Which brings me to the ‘incident’. While we were waiting for our departure from Birmingham, there were suddenly shouts and banging. A man was upset, and kept saying ‘I’ll f***ing annihilate them’. This was at one end of my carriage. There had already been something going on in which a person was ‘detrained’ but the Birmingham transport police had dealt with that. People on our train drew their attention to what was now going on. There was a lot more shouting and clearly some people on the train were very frightened (me, I’m a street pastor, I’ve seen this sort of thing before). 

Various police and other rail staff talked to the man. He had a ticket, so they couldn’t remove him for not having one – I got the impression that they’d rather hoped he didn’t, because that would give them grounds to take him off and the train could continue on its way. The ‘discussion’ went on, and on (30 minutes of this). By then, some passengers were – not surprisingly – getting upset about the train connections they’d miss. Several of us were wondering when it would be safe to go to the loo, as the one in the opposite direction has been out of action all journey, but the shouting man was between us and the other loo.

Eventually the train manager – a reassuring and efficient woman – spoke to the man. She led him through to an area where there was luggage and bicycle space and installed him there on his own. His luggage – 5 bags of it – went back and forth during all this. On one of his trips through the train with a bag, he announced that we were all his supporters, that he was ‘Sheffield steel’, and that he was travelling to see his goddaughter. 

Now, I know I’m already tired, that this has been a long journey, and that I’m reading too much into this. But still. Does this say anything to the Synod agenda?
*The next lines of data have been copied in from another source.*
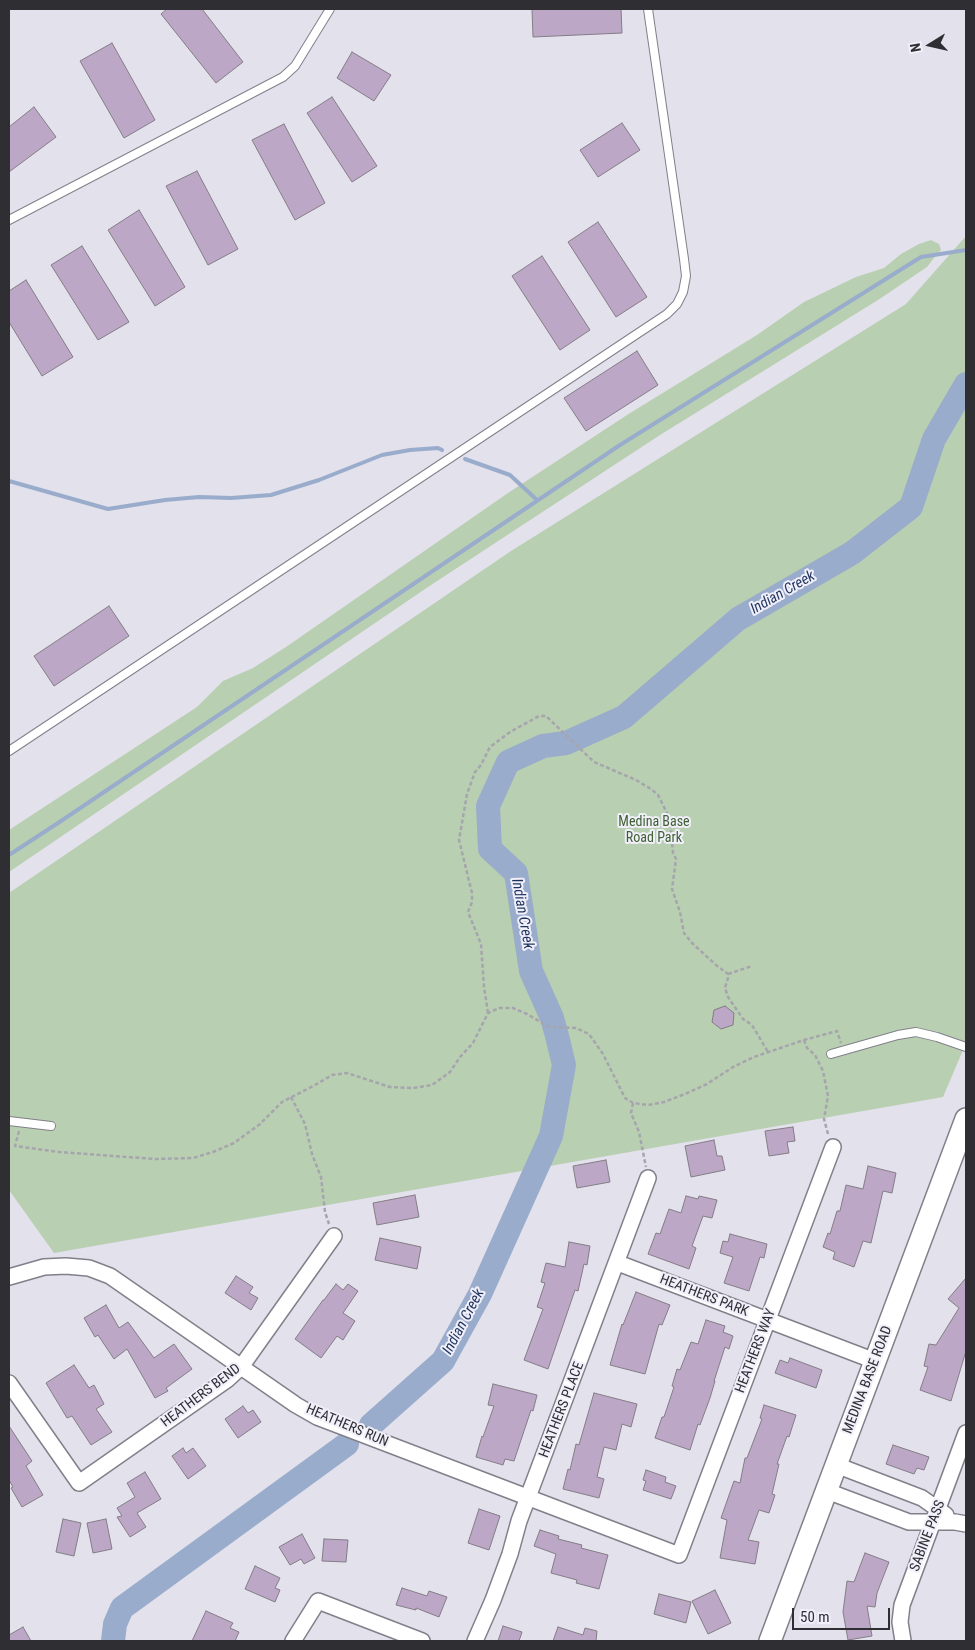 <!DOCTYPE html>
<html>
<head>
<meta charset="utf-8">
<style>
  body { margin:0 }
  #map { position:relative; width:975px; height:1650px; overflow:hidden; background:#e2e1ec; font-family:"Roboto Condensed",sans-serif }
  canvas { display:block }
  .frame { position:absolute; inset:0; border:10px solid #2f2e32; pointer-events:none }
  .north { position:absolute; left:905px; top:20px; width:50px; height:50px; -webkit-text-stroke:4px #f0effa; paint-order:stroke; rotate:260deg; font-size:14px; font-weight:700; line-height:20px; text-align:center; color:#2f2e32 }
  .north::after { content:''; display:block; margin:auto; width:18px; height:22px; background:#2f2e32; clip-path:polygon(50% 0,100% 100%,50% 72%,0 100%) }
  .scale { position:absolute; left:792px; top:1608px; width:98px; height:22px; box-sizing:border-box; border:2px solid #2f2e32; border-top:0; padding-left:6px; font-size:15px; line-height:18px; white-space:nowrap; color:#2f2e32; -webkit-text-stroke:4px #f0effa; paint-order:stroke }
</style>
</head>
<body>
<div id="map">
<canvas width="975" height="1650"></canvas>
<div class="frame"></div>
<div class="north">N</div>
<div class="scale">50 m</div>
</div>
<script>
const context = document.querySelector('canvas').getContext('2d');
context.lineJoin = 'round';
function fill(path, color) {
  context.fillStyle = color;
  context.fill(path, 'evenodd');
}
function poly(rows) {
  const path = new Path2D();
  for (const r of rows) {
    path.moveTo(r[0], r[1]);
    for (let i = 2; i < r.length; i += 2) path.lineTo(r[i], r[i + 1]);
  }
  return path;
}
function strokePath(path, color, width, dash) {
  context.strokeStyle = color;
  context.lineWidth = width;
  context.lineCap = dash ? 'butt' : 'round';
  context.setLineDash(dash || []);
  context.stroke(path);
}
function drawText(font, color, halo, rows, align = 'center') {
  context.font = font + ' "Roboto Condensed",sans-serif';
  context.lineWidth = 4;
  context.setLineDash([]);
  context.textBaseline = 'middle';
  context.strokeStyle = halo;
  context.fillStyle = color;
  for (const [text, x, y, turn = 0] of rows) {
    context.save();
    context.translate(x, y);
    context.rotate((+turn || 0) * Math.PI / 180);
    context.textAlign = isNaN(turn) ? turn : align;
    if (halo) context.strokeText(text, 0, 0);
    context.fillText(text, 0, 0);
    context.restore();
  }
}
fill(poly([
  [966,236,966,1043,943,1097,54,1253,9,1190,9,893,511,551,906,304],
  [931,240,939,244,941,250,934,258,927,267,878,300,660,435,428,587,9,872,9,830,197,707,223,681,253,668,286,647,508,493,627,415,757,335,804,302,856,277,884,268,901,254,919,244]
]), '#b9cfb1');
strokePath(poly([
  [465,459,510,475,537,500],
  [9,481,108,509,165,500,199,497,231,498,271,495,319,480,382,455,410,450,438,448,442,450],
  [9,855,58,823,620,445,921,257,966,250]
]), '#9aaccc', 4);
strokePath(poly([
  [371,1425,443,1361,480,1294,551,1136,564,1065,557,1036,552,1018,531,971,516,873,490,849,488,806,508,762,543,746,566,743,624,717,738,619,852,553,911,507,934,439,966,384],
  [113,1641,115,1624,122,1608,347,1444]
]), '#9aaccc', 24);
const building = poly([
  [167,9,202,9,243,62,216,83,161,14,167,9],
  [532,9,621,9,622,33,533,37,532,9],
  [112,43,155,120,124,138,80,61,112,43],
  [352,52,391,75,374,101,337,78,352,52],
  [332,97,377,166,352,182,307,113,332,97],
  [34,107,56,137,9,172,9,127,34,107],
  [622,123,640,150,598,177,580,150,622,123],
  [284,124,325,203,295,220,252,140,284,124],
  [197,171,238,249,208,265,166,186,197,171],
  [139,210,185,287,155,306,108,230,139,210],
  [598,222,647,297,616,317,568,242,598,222],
  [82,246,129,322,98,340,51,265,82,246],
  [542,256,590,330,560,350,512,276,542,256],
  [26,280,73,357,42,376,9,322,9,291,26,280],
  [637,351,658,385,586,431,564,398,637,351],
  [109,606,129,636,54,686,34,656,109,606],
  [725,1006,734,1013,733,1025,721,1029,712,1022,714,1010,725,1006],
  [793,1127,795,1141,787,1142,789,1153,769,1156,765,1131,793,1127],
  [714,1140,717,1156,722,1156,725,1170,691,1177,685,1146,714,1140],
  [606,1160,610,1182,577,1188,573,1166,606,1160],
  [868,1166,896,1173,892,1193,883,1191,871,1243,863,1241,854,1267,833,1259,835,1252,823,1247,828,1233,830,1234,837,1211,840,1211,846,1185,863,1189,868,1166],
  [415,1195,419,1217,377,1225,373,1203,415,1195],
  [686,1196,698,1199,699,1196,717,1200,712,1218,703,1216,692,1246,696,1248,689,1269,648,1254,656,1233,660,1234,669,1209,681,1213,686,1196],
  [730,1234,767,1244,764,1258,760,1257,749,1291,724,1283,733,1257,720,1253,723,1241,728,1242,730,1234],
  [380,1238,421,1247,417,1269,375,1260,380,1238],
  [569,1242,590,1246,587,1265,584,1264,578,1291,575,1290,548,1369,524,1360,543,1309,537,1307,545,1283,541,1282,546,1263,565,1267,569,1242],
  [236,1276,253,1287,249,1293,258,1298,251,1310,225,1293,236,1276],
  [966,1278,966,1351,951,1401,920,1390,928,1367,924,1366,929,1344,936,1345,959,1308,948,1299,966,1278],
  [336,1284,343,1290,348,1284,358,1291,343,1313,355,1321,343,1340,337,1336,321,1358,295,1339,323,1300,324,1300,336,1284],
  [636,1292,670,1305,662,1325,659,1324,645,1374,610,1365,622,1324,623,1325,636,1292],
  [106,1305,119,1328,128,1322,154,1358,174,1344,192,1369,166,1388,168,1391,155,1398,127,1349,114,1359,98,1335,95,1337,84,1318,106,1305],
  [706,1320,725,1326,723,1332,733,1336,729,1349,725,1347,714,1381,715,1381,710,1398,700,1425,698,1424,690,1450,655,1438,662,1417,664,1417,674,1387,672,1386,677,1369,680,1370,691,1342,698,1344,706,1320],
  [790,1358,822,1370,816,1388,775,1373,780,1360,788,1363,790,1358],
  [74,1365,89,1388,94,1385,104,1404,96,1409,112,1432,91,1445,72,1416,67,1418,46,1383,74,1365],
  [493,1384,537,1395,533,1411,531,1410,514,1461,505,1459,503,1465,476,1457,482,1436,483,1437,494,1406,488,1405,493,1384],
  [594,1393,637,1404,631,1427,622,1424,616,1450,604,1447,597,1477,604,1479,599,1498,563,1489,568,1469,570,1470,576,1444,579,1445,594,1393],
  [764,1405,796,1415,789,1437,787,1436,777,1464,779,1464,772,1494,775,1495,769,1513,759,1510,748,1540,759,1542,755,1564,720,1558,727,1520,721,1518,734,1481,740,1483,745,1458,747,1458,762,1419,760,1418,764,1405],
  [243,1406,248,1413,253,1410,261,1422,238,1438,225,1419,243,1406],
  [9,1426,32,1461,26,1466,43,1495,22,1507,11,1488,13,1487,9,1480,9,1426],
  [893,1445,929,1457,924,1470,917,1468,914,1474,886,1464,893,1445],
  [183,1448,186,1453,193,1448,206,1466,188,1479,172,1456,183,1448],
  [646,1470,666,1477,665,1482,676,1486,671,1499,643,1490,646,1481,643,1480,646,1470],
  [145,1472,161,1499,137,1513,146,1527,130,1537,117,1517,122,1516,117,1508,135,1497,127,1483,145,1472],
  [479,1509,500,1516,489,1550,468,1543,479,1509],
  [63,1519,81,1523,74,1556,56,1552,63,1519],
  [106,1519,112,1549,93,1553,87,1523,106,1519],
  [540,1530,559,1536,558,1539,582,1545,581,1548,608,1555,599,1589,576,1583,577,1580,551,1573,556,1554,534,1546,540,1530],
  [302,1534,315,1558,304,1564,301,1559,290,1565,279,1547,302,1534],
  [324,1539,348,1540,346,1562,322,1561,324,1539],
  [865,1553,889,1562,877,1593,875,1607,867,1606,872,1636,848,1640,843,1612,847,1581,854,1582,865,1553],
  [255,1566,280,1578,275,1588,280,1590,275,1602,245,1589,255,1566],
  [402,1588,427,1596,429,1591,447,1597,439,1617,416,1608,416,1610,396,1605,402,1588],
  [715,1590,731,1623,708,1634,692,1601,715,1590],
  [659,1594,691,1602,686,1623,654,1614,659,1594],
  [206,1611,233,1623,230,1628,239,1632,235,1641,192,1641,206,1611],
  [503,1626,522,1632,519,1641,498,1641,503,1626],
  [23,1627,31,1641,9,1641,9,1635,23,1627],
  [558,1627,583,1635,585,1628,597,1631,596,1641,553,1641,558,1627]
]);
fill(building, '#bda7c6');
strokePath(building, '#837d85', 1);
const lane = poly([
  [9,220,283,77,295,66,330,9],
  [9,751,667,314,677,304,683,292,686,276,684,259,648,9],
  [831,1054,898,1035,916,1032,937,1037,966,1047],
  [9,1121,51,1126]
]);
const street = poly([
  [618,1263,875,1361],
  [9,1277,44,1267,66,1266,89,1268,110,1276,296,1405,317,1417,679,1555,833,1147],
  [9,1383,79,1483,228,1379,241,1367,334,1236],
  [836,1465,922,1498,946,1515],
  [827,1491,909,1522,955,1522,966,1524],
  [293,1641,318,1601,422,1641],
  [475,1641,493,1600,510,1554,519,1521,648,1178],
  [903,1641,900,1622,902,1605,966,1433]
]);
const secondary = poly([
  [770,1641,966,1119]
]);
strokePath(lane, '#81808a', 10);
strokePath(street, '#81808a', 18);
strokePath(secondary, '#81808a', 24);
strokePath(poly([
  [728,974,752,966],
  [488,1013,484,987,481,944,468,912,472,902,472,893,459,840,467,794,475,772,481,765,490,747,510,732,539,716,546,716,594,762,636,780,651,789,658,795,670,819,673,853,676,859,672,889,680,912,684,933,692,943,716,965,728,974,728,978,725,988,728,997,743,1019,752,1025,768,1052],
  [804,1040,807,1048,815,1055,823,1071,828,1096,824,1119,828,1134],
  [291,1097,305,1124,312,1154,321,1177,325,1212,329,1224],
  [633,1103,631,1113,639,1132,646,1167],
  [19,1131,15,1146,59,1152,155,1159,193,1158,213,1152,234,1143,260,1124,282,1102,315,1085,332,1075,347,1073,390,1087,413,1088,432,1085,450,1072,460,1057,473,1043,488,1013,499,1008,513,1008,527,1014,549,1027,576,1028,589,1034,603,1054,625,1098,633,1103,648,1105,664,1102,685,1094,707,1084,733,1067,754,1057,804,1040,837,1031,841,1043]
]), '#a6a5ad', 2.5, [4, 2.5]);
strokePath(lane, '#fff', 8);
strokePath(street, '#fff', 15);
strokePath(secondary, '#fff', 21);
drawText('14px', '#406133', '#f0effa', [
  ["Medina Base",654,822],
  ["Road Park",654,838]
]);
drawText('14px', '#2f2e32', '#f0effa', [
  ["HEATHERS PARK",704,1296,21],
  ["HEATHERS WAY",756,1351,-69],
  ["MEDINA BASE ROAD",868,1380,-69],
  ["HEATHERS BEND",201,1396,-37],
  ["HEATHERS PLACE",562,1410,-69],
  ["HEATHERS RUN",347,1426,23],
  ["SABINE PASS",928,1536,-69]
]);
drawText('italic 15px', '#1d335d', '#f0effa', [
  ["Indian Creek",783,593,-30],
  ["Indian Creek",522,914,80],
  ["Indian Creek",464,1322,-62]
]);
</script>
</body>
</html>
We’ve been travelling for a long time on LLF. The various meetings I’ve been at, the documents I’ve read, have done to death that metaphor. Moving forward as one church, the direction of travel, ‘we need to walk this through’, is it the end of the road or the beginning? 

On that journey, there is the occasional ‘incident’: there tends to be one speech which is really hurtful. This train incident appeared frightening, but was somehow defused by a calm person, in the course of which we learned something of the shouty man as a person, not as a problem. At the time, I wasn’t sure about her action, but it proved to be correct. Many of us were delayed in getting to the destination to which we were committed, but he made it to the place he needed to be. And we’ll get there soon. Are the letters about LLF issued in recent days similar to this ‘incident’ and can we find a way to stay on the LLF train, together?